- WORK TO BE COMPLETED -
Find the line in the entries below that contains "position:absolute; left:12px; top:12px;". Repeat it exactly, and every line after it through the line that contains "position:absolute; left:12px; top:515px;".

*** Opening EXTRACTED ENTRIES ***

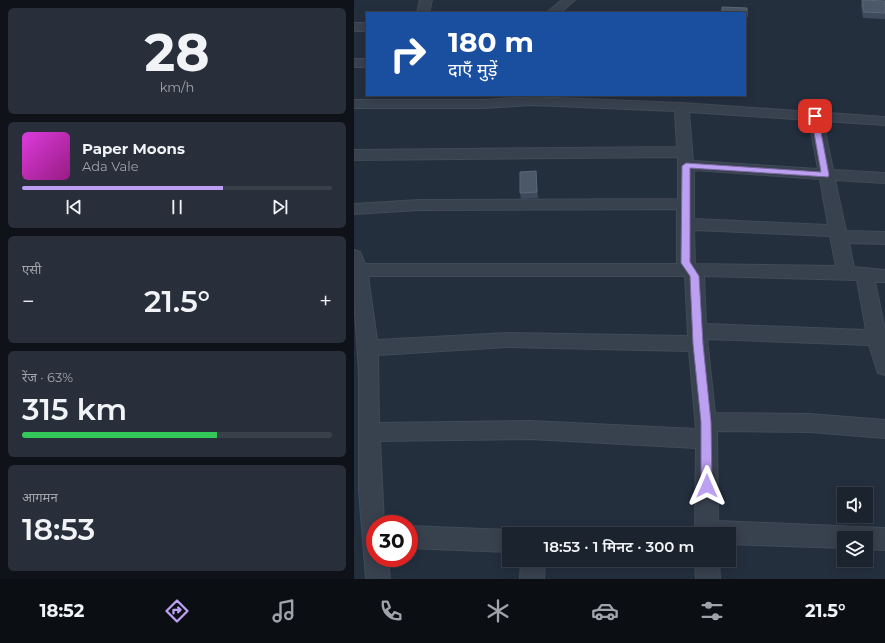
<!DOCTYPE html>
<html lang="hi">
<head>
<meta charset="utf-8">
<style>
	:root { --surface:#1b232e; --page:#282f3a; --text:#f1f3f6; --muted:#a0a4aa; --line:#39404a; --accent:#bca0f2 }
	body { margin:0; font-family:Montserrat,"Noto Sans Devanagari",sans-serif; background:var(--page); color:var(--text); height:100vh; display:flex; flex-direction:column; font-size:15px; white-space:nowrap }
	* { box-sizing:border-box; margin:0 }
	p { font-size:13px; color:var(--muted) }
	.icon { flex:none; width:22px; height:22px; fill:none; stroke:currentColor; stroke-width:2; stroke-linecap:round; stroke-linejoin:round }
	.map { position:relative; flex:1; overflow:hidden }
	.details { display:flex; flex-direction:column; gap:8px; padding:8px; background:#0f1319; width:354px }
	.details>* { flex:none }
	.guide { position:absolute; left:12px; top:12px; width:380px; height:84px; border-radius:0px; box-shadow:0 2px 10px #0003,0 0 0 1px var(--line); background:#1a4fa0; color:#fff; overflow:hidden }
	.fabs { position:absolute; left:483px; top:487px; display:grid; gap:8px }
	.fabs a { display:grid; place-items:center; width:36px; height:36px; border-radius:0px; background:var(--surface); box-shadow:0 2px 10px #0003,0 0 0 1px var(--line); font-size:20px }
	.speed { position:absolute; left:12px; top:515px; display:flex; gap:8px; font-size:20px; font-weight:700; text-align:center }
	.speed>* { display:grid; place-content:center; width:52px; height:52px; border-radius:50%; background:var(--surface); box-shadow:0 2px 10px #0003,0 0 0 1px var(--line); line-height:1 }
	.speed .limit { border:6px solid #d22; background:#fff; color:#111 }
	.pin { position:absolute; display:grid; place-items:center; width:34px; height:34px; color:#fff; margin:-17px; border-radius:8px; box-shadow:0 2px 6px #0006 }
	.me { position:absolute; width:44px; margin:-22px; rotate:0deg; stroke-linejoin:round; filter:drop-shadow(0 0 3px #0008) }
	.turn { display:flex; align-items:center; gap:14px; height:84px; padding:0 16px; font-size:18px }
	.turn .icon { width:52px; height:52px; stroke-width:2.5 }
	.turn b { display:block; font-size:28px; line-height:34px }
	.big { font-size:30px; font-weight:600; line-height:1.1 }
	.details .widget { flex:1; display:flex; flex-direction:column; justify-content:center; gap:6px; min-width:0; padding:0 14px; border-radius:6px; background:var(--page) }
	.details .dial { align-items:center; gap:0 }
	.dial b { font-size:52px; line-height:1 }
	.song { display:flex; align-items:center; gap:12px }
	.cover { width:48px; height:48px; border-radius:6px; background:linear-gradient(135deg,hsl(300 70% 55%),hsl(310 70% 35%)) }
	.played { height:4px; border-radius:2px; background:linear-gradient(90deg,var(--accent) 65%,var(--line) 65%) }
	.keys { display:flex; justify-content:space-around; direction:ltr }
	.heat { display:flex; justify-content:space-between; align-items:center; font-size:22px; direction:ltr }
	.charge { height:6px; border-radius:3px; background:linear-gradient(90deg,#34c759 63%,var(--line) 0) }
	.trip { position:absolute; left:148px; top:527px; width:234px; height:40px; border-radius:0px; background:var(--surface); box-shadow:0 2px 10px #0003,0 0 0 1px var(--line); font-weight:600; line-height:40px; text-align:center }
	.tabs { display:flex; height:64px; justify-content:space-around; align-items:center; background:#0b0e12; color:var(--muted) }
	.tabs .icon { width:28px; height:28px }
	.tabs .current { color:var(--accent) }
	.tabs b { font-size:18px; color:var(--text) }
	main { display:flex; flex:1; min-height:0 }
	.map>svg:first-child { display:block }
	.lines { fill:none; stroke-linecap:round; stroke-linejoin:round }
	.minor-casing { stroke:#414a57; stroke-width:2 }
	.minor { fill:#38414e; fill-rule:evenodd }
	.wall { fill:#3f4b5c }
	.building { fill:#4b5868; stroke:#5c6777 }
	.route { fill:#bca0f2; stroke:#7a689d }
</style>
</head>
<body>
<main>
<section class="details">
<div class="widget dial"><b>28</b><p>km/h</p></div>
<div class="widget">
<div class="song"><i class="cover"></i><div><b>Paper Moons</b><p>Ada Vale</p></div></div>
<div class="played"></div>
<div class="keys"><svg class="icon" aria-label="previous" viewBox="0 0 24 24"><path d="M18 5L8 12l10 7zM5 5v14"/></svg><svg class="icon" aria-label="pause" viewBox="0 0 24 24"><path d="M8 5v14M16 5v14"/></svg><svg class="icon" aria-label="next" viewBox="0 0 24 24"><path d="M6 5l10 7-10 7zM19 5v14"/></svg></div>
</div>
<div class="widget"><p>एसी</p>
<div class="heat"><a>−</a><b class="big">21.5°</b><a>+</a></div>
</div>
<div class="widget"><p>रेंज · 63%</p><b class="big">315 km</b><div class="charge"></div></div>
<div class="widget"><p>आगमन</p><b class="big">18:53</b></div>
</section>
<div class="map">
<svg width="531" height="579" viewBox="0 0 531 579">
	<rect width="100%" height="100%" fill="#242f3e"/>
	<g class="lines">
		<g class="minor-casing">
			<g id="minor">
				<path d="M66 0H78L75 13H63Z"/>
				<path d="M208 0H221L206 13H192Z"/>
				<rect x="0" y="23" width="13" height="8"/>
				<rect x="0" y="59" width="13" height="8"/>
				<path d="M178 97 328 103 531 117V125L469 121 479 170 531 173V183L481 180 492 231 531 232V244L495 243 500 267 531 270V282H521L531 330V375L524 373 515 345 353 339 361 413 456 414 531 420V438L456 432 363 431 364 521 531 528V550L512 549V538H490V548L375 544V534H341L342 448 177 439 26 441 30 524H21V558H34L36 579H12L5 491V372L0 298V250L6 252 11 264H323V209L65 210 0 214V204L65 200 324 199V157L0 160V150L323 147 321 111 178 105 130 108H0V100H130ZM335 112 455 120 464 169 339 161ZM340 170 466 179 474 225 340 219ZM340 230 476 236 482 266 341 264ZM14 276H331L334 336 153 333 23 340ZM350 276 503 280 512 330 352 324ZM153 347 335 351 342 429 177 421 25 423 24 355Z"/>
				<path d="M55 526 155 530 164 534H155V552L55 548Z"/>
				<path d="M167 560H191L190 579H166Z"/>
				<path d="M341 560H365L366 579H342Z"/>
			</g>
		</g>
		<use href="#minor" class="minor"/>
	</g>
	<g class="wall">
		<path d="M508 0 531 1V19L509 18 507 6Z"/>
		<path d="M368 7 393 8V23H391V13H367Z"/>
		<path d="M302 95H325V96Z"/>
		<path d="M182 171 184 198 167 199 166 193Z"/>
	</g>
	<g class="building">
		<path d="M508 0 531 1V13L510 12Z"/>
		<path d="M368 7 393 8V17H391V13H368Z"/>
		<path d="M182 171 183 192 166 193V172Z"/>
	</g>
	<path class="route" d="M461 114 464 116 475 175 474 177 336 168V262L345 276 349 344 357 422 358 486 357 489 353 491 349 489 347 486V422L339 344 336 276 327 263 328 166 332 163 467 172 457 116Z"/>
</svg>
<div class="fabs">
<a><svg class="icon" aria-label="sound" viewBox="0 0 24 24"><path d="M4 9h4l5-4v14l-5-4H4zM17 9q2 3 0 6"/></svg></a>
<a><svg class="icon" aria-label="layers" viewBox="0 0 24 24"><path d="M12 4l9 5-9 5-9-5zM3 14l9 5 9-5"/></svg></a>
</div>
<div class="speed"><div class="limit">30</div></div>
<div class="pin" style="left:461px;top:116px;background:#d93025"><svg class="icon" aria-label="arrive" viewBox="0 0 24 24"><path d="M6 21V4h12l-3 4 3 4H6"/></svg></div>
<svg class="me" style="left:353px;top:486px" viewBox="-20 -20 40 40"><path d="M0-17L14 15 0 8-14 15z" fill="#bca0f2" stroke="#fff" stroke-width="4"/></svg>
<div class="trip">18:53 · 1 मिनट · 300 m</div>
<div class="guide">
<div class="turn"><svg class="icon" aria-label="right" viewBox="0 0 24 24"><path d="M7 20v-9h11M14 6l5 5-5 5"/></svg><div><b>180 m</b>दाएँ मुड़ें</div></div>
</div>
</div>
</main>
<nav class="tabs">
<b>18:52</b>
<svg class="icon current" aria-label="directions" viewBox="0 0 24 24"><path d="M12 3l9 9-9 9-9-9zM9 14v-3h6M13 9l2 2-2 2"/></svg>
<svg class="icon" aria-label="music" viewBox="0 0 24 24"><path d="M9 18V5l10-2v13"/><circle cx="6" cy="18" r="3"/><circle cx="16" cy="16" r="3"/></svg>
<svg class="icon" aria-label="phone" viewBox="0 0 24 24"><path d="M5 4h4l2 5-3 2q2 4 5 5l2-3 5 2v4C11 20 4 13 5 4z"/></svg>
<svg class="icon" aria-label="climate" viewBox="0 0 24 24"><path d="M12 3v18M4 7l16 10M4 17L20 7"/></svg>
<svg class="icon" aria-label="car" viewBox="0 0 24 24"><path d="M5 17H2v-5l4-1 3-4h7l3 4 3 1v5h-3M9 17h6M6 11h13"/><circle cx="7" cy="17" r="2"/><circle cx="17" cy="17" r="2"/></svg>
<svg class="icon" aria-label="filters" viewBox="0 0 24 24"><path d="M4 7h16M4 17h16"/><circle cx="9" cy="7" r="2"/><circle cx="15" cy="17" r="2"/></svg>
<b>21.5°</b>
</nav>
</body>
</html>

*** Closing EXTRACTED ENTRIES ***

- EXERCISE SOLUTION -
	.guide { position:absolute; left:12px; top:12px; width:380px; height:84px; border-radius:0px; box-shadow:0 2px 10px #0003,0 0 0 1px var(--line); background:#1a4fa0; color:#fff; overflow:hidden }
	.fabs { position:absolute; left:483px; top:487px; display:grid; gap:8px }
	.fabs a { display:grid; place-items:center; width:36px; height:36px; border-radius:0px; background:var(--surface); box-shadow:0 2px 10px #0003,0 0 0 1px var(--line); font-size:20px }
	.speed { position:absolute; left:12px; top:515px; display:flex; gap:8px; font-size:20px; font-weight:700; text-align:center }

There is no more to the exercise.